Anyone who has seen an Avengers movie knows that superhero teams consist of members with complementary strengths and weaknesses. Likewise, our immune system consists of a constellation of cell types, each with their specialized function.
When facing a foe as dangerous as the human immunodeficiency virus (HIV), two immune cell types are known to be particularly susceptible—CD4+ T-cells and macrophages, and to a smaller degree, dendritic cells (DCs).
This has been the prevailing belief until a recent study by Florent Ginhoux, a Senior Principal Investigator at A*STAR’s Singapore Immunology Network (SIgN). Together with the team of Philippe Benaroch at the Curie Institute in Paris, Ginhoux discovered that a rare subset of DC precursors has unique properties that make them three or four times more readily infected by HIV than other DC populations.
In particular, the expression of a viral receptor called Siglec-1 on this population of DC precursors piqued the curiosity of Ginhoux’s team.
“When we discovered pre-dendritic cells (pre-DCs), we did not immediately think about HIV. But then we noticed that they showed a high expression of a molecule called Siglec-1. This triggered our interest because Siglec-1 is known to bind to HIV,” said Ginhoux.
To identify the role Siglec-1 plays in HIV infection, the researchers used an antibody to block the Siglec-1 receptor on pre-DCs. This prevented the pre-DCs from being infected by the HIV-1 virus to varying extents: 35% inhibition for CCR5-tropic strains, and 85% inhibition for CXCR4-tropic strains.

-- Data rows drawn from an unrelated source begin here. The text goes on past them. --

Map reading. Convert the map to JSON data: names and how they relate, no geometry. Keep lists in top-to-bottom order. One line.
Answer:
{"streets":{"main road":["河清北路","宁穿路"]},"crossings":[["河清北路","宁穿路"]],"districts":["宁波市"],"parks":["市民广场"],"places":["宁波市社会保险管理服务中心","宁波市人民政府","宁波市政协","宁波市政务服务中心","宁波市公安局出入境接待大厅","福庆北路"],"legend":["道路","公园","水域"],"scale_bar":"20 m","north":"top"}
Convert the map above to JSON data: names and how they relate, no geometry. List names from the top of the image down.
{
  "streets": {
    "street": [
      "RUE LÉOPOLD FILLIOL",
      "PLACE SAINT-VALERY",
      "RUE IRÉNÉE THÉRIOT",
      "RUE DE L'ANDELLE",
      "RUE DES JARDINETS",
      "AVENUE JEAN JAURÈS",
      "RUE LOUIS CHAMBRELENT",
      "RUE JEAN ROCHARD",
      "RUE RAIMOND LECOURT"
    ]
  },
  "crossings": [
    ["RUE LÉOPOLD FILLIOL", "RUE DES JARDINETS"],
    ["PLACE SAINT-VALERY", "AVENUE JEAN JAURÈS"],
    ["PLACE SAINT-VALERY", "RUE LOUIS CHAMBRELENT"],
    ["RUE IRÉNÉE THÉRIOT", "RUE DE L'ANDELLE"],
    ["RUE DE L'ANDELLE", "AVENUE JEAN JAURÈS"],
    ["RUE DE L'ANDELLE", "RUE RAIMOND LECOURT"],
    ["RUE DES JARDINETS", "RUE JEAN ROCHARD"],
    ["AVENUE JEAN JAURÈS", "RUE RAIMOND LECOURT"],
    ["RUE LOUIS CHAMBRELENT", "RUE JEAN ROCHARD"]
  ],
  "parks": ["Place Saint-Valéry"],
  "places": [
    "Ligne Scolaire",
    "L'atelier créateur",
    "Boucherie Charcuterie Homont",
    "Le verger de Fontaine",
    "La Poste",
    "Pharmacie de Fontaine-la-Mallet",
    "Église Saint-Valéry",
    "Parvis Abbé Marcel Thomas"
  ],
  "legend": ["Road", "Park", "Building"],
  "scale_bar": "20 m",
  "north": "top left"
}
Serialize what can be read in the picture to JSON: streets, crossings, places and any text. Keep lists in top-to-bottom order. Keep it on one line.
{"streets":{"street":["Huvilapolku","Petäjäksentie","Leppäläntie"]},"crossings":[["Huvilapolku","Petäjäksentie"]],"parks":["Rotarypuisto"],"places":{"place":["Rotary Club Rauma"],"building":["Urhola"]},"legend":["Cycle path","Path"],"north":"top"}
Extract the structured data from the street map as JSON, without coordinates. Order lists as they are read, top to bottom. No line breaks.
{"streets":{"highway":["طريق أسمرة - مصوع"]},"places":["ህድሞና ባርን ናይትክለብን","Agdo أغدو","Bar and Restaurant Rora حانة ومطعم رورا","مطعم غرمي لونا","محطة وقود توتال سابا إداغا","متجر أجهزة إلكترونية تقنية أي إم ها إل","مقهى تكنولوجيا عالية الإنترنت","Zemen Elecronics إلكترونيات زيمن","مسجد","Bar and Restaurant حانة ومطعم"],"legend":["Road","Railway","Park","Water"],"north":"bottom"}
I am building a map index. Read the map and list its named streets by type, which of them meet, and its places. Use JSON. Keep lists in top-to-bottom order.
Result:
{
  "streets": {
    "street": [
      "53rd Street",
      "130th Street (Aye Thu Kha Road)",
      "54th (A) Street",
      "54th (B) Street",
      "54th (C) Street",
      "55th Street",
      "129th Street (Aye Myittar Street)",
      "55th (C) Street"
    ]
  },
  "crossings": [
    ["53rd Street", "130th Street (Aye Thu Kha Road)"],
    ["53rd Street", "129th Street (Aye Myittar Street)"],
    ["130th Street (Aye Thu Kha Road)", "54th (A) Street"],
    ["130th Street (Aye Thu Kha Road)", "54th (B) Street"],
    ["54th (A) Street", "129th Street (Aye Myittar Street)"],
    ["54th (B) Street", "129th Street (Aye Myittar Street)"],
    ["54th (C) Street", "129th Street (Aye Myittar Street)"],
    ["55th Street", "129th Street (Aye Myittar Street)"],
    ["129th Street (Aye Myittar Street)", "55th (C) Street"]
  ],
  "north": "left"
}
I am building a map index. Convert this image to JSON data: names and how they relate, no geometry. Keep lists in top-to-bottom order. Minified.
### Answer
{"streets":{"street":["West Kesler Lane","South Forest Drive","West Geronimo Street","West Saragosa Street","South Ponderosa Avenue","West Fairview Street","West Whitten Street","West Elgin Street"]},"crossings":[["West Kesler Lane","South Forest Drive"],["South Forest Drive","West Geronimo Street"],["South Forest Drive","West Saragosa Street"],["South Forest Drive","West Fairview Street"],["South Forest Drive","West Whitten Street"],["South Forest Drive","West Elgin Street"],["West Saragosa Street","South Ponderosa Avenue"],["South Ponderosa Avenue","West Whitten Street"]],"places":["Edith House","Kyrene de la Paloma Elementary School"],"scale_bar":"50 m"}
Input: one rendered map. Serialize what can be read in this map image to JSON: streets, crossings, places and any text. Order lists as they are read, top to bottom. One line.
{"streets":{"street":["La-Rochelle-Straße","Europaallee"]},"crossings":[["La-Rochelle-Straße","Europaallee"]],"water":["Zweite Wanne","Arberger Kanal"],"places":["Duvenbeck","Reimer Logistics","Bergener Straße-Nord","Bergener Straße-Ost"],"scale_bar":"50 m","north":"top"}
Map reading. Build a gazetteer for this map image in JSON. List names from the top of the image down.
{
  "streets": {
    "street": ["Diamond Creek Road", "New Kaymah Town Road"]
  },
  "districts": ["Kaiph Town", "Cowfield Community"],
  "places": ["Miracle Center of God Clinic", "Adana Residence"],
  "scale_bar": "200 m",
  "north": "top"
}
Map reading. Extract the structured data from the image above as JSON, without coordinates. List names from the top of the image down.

One option for stopping HIV infection would be to make pre-DCs resistant to viral fusion and replication. However, pre-DCs made resistant to viral fusion were still able to capture viral particles on their surface via Siglec-1, and transmit the virus to CD4+ T-cells in a replication-independent manner.
Nonetheless, Ginhoux thinks that the answer to stopping HIV infection and transmission is more complex than just blocking the Siglec-1 receptor—doing so would allow other infections to pass by undetected, sacrificing the immune system’s general antiviral response.
Findings from this study have broader implications for other infectious diseases, which Ginhoux’s team is keen to explore in the future. “It would be interesting to look into whether pre-DCs play a similar role in the spread of viral diseases like dengue and chikungunya,” he said.
The A*STAR-affiliated researchers contributing to this research are from the Singapore Immunology Network (SIgN).